Friday, March 29, 2013

Theory vs. Practice: Data Stored Must Be Useable

I heard there's a move to drop a table from a database I designed.  That's fine, I'm long gone and needs change, but thinking about why makes a convenient springboard for a "Theory vs. Practice" post.

The table in question is hard to love: most of the data is otherwise derivable and the data that isn't probably should be elsewhere.  There's also a couple of poor design choices, but I suspect the real reason the table is in the cross hairs is standard relational practice says the table shouldn't exist.  Pure speculation, but let's go with that.  Ironically, the table not only exists, it is key to day to day operational support.

The initial schema drafts didn't include this table.  I did the thing you do, gathered up all the data points, worked out the relations.  A couple of surprises, but mostly "people" had zero to many "addresses", etc.  This phase of the design is all about minimizing redundancy and efficient storage, efficient inserts.
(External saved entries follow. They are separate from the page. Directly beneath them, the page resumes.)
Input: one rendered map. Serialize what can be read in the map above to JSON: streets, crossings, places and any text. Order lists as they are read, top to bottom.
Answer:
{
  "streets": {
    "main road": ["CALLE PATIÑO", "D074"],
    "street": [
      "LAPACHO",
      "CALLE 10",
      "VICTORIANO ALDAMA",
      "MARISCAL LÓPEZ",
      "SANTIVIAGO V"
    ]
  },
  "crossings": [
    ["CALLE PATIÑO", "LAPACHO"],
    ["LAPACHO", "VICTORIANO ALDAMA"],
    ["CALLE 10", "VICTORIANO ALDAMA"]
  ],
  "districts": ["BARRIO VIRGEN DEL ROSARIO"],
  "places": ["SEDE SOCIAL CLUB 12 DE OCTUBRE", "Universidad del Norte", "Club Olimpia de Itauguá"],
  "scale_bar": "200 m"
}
The easy part and when complete, the place where most people stop.  But

there's no reason to put data into a database unless you're going to get it back out again

and, astonishingly, few people think of that.  They don't do the next step which is to figure out how data is going to be used on a daily basis, what kinds of questions are going to be asked.

This can be hard, because you have to anticipate what people are going to ask before they ask it, though in this case it was pretty straightforward.  The basic operational questions were fairly obvious (though the people who would eventually ask the questions didn't find them obvious at first).  The problem was this.  Given the design I had, I could certainly answer the questions, but not without a pickup truck full of SQL that would be hard to write and probably wouldn't perform very well.

The answer was this questionable table.  Data creation added no friction.  Data update required some attention but was actually a lot simpler than the design without and vastly easier to comprehend as well.  And most importantly, those operational questions I was expecting to see asked a zillion times a day became incredibly simple and inexpensive to answer.  Everybody's happy except for somebody tutting over dubious relational design.

Practice trumps theory.  A pretty ERD isn't as important as timely delivery of data to the people who need it.